Context: Blood pressure (BP) measurement in clinicians' offices with a mercury sphygmomanometer has numerous drawbacks. In contrast, the use of home BP measurement improves measurement precision and reproducibility. However, data about its prognostic value are lacking.
Objective: To assess the prognostic value of home vs office BP measurement by general practitioners in a European population of elderly patients being treated for hypertension.

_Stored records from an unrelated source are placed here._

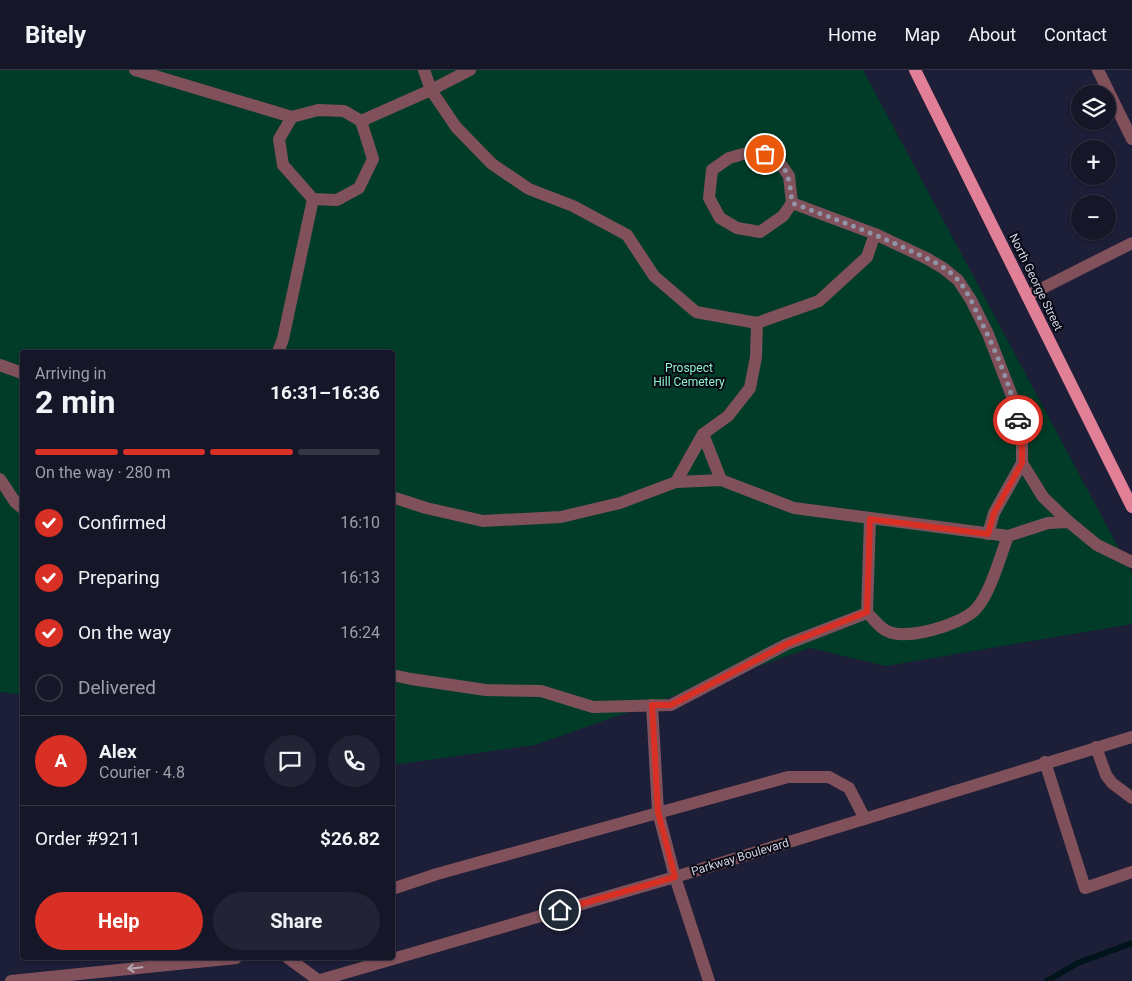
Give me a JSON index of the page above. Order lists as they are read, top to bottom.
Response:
{
  "streets": {
    "main road": ["North George Street"],
    "street": ["Parkway Boulevard"]
  },
  "parks": ["Prospect Hill Cemetery"],
  "page": {
    "header": "Bitely",
    "nav": [
      "Home",
      "Map",
      "About",
      "Contact"
    ],
    "map_buttons": ["+", "−"],
    "heading": ["2 min", "Arriving in", "16:31–16:36"],
    "panel": [
      "Alex",
      "Courier · 4.8",
      "Order #9211",
      "$26.82"
    ],
    "bar": "On the way · 280 m",
    "list": [
      ["Confirmed", "16:10"],
      ["Preparing", "16:13"],
      ["On the way", "16:24"],
      "Delivered"
    ],
    "round": "A",
    "buttons": ["Help", "Share"]
  }
}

Design, setting, and participants: Office and home BP and cardiac risk factors were measured at baseline in a cohort of 4939 treated hypertensive patients (mean age, 70 [SD, 6.5] years; 48.9% men) who were recruited and followed up by their usual general practitioners without specific recommendations about their management. The cohort was then followed up for a mean of 3.2 (SD, 0.5) years. The thresholds defining uncontrolled hypertension were at least 140/90 mm Hg for office BP and 135/85 mm Hg for home BP.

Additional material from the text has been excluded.